Gigi supernumerary dapat terjadi di daerah maksila dan mandibular juga pada periode gigi desidui maupun gigi permanen. Gigi supernumerary bisa terjadi secara unilateral, bilateral, dari dua rahang atau satu rahang. Sering kali ditemui dalam keadaan impaksi daripada dalam keadaan erupsi (Sharma dan Singh, 2012). Gigi supernumerary sebesar 90-98% ditemukan pada rahang atas. GIgi supernumerary, dapat dibedakan menjadi Single supernumerary, double supernumerary, dan multiple supernumerary. Rata-rata dari kasus supernumerary, single supernumerary merupakan kasus yang sering terjadi yakni sebesar 79%, diikuti 20% untuk double supernumerary, dan 1 % untuk multiple supernumerary. Dan pada umumnya, gigi supernumerary dalam keadaan impaksi (Sharma dan Singh,2012). Umumnya, sebesar 83,5% gigi supernumerary mempunyai berbentuk conical, atau berbentuk pasak. Bentuk lainnya dapat menyerupai bentuk gigi asli, tetapi ini merupakan hal yang jarang ditemui.
 Selain itu Posisi gigi supernumerary dapat terjadi dalam arkus, tetapi saat berkembang di antara gigi insisivus sentral dikenal sebagai mesiodens. Gigi supernumerari yang berada dari distal arkus disebut distomolar, dan gigi supernumerari yang berdekatan dengan molar dikenal sebagai paramolar. Gigi supernumerari biasanya ditemukan pada rahang atas, komplikasi yang sering terjadi akibat adanya gigi supernumerari adalah adanya diastema yang abnormal, resorpsi akar, pembentukan kisat dentigerous (Liu et al, 2007).

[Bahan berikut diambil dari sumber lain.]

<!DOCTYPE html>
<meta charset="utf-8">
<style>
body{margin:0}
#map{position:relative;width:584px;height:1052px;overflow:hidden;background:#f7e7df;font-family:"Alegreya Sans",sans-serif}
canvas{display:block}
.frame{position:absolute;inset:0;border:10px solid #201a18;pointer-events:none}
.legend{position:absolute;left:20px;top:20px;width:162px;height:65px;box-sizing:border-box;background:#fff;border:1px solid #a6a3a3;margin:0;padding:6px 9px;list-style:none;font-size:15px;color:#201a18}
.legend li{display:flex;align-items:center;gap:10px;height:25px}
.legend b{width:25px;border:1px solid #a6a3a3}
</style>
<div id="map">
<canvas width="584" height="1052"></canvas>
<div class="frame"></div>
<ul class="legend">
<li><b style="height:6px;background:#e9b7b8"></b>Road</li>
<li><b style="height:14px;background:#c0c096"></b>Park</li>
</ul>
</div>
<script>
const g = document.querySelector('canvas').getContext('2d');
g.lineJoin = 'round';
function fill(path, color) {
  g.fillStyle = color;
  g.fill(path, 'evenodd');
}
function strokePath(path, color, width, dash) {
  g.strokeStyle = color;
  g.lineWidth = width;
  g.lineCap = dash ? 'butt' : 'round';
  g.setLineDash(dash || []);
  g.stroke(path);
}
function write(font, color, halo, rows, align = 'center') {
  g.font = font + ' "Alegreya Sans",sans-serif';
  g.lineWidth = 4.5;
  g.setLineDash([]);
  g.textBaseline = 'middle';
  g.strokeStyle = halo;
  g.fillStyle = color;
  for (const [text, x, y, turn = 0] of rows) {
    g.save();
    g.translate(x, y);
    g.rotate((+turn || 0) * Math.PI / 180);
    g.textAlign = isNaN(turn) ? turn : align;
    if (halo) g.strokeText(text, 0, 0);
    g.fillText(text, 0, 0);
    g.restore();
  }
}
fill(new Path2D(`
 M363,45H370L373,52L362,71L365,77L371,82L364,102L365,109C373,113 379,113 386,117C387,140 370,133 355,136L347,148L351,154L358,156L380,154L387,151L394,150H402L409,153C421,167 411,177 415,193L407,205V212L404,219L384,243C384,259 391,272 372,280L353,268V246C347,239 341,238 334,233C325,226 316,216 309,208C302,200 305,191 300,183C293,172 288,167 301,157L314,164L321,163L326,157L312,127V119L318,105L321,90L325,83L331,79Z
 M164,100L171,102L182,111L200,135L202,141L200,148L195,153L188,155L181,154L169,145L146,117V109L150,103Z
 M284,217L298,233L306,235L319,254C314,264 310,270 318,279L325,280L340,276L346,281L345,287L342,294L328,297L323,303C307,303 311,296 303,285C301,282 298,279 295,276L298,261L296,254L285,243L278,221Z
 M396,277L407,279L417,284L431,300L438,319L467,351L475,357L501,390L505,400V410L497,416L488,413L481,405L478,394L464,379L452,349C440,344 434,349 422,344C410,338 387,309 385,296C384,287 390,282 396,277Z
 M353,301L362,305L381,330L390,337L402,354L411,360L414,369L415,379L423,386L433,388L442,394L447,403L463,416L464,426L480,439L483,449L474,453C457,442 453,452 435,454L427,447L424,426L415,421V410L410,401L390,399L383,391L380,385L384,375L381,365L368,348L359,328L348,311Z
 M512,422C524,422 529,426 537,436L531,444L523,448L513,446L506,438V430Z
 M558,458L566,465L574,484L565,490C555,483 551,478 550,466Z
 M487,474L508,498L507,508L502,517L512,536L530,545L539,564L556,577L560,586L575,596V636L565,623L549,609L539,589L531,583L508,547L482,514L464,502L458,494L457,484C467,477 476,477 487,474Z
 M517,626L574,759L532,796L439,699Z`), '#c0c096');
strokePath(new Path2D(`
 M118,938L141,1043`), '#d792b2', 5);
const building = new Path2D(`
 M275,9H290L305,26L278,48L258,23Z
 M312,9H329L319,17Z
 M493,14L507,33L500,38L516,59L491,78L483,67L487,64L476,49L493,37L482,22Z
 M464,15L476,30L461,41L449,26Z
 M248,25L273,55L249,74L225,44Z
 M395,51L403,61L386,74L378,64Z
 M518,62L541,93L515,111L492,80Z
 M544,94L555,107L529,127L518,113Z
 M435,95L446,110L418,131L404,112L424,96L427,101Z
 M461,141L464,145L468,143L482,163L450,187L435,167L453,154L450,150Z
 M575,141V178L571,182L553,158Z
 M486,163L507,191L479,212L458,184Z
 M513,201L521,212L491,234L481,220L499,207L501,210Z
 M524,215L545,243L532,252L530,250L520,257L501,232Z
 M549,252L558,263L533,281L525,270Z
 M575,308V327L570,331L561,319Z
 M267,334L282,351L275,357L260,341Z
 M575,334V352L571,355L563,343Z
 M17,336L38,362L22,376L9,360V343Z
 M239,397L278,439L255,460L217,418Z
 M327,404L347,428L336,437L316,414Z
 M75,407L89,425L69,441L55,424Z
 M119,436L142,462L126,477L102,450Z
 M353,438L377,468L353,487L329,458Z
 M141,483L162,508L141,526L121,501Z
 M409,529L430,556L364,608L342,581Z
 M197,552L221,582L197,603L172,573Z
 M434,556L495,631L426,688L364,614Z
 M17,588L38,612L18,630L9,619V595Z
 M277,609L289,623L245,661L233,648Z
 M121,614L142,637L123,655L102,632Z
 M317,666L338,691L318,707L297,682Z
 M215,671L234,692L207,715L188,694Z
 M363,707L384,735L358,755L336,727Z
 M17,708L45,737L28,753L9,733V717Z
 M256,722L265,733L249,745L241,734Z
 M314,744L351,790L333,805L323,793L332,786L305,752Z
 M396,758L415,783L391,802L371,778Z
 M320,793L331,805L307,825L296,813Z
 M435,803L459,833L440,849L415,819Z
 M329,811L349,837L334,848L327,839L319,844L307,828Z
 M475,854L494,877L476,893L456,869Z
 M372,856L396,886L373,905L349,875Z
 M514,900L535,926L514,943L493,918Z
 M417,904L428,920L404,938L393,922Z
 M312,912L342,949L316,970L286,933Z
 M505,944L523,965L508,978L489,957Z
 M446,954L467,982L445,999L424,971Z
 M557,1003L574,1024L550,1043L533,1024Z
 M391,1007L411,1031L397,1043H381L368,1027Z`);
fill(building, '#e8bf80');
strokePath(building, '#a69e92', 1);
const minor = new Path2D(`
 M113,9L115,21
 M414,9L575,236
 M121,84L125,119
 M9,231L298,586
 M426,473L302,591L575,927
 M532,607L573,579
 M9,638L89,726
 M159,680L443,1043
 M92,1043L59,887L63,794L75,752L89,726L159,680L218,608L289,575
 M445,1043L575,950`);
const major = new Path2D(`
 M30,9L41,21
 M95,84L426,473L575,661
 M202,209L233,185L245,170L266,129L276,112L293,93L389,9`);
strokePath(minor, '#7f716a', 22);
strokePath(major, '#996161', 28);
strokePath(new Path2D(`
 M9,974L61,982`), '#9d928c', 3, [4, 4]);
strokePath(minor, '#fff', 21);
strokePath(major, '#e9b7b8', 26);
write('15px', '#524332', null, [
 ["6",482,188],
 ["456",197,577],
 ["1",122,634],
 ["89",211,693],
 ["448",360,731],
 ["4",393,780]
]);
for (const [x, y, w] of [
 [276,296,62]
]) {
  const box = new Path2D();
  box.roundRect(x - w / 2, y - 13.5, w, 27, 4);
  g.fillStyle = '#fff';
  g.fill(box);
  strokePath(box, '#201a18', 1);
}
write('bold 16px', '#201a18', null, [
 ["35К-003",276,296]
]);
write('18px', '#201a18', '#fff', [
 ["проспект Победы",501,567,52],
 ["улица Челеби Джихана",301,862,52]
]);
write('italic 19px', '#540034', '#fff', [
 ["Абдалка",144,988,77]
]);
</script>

      Keberadaan gigi supernumerary biasanya dapat menimbulkan dampak pada rongga mulut. adapun dampaknya yaitu :
1. Kegagalan erupsi
Keberadaan gigi supernumaerari adalah alasan utama untuk gigi insisivus sentral maksila yang tidak muncul. Tetapi, kegagalan erupsi banyak gigi pada kedua arkus dapat disebabkan supernumerari. Manajemen masalah ini adalah dengan menghilangkan gigi supernumerari dan yakin bahwa terdapat ruang untuk mengakomodasi  gigi yang tidak erupsi dalam arkus. Jika gigi tidak erupsi secara spontan dalam 1 tahun, diperlukan operasi kedua untuk memunculkannya dan melakukan perawatan ortodontik.
2.Perubahan letak
Keberadaan gigi supernumerari dapat dikaitkan dengan perubahan letak atau rotasi dari gigi permanen yang erupsi. Manajemen yang dilakukan pertama kali adalah menghilangkan gigi supernumerari, biasanya diikuti alat ortodontik cekat untuk meratakan gigi yang dipengaruhi.
3.Crowding
Hal ini disebabkan oleh tipe supplemental dan dirawat dengan menghilangkan gigi yang bentuknya paling buruk.
Tidak ada efek.
adakalanya gigi supernumerari (biasanya tipe konus) dideteksi secara tidak sengaja pada radiograf regio insisivus rahang atas. Gigi ekstra tersebut tidak mengganggu letak gigi insisivus rahang atas, sehingga dapat dibiarkan in situ pada pengamatan radiografi. Gigi ini biasanya asimptomatik dan tidak terlihat menimbulkan masalah (Mitchell, 2007).
Berikut adalah gambaran gigi supernumerary secara klinis :
II.2 cone-beam computed tomography (CBCT)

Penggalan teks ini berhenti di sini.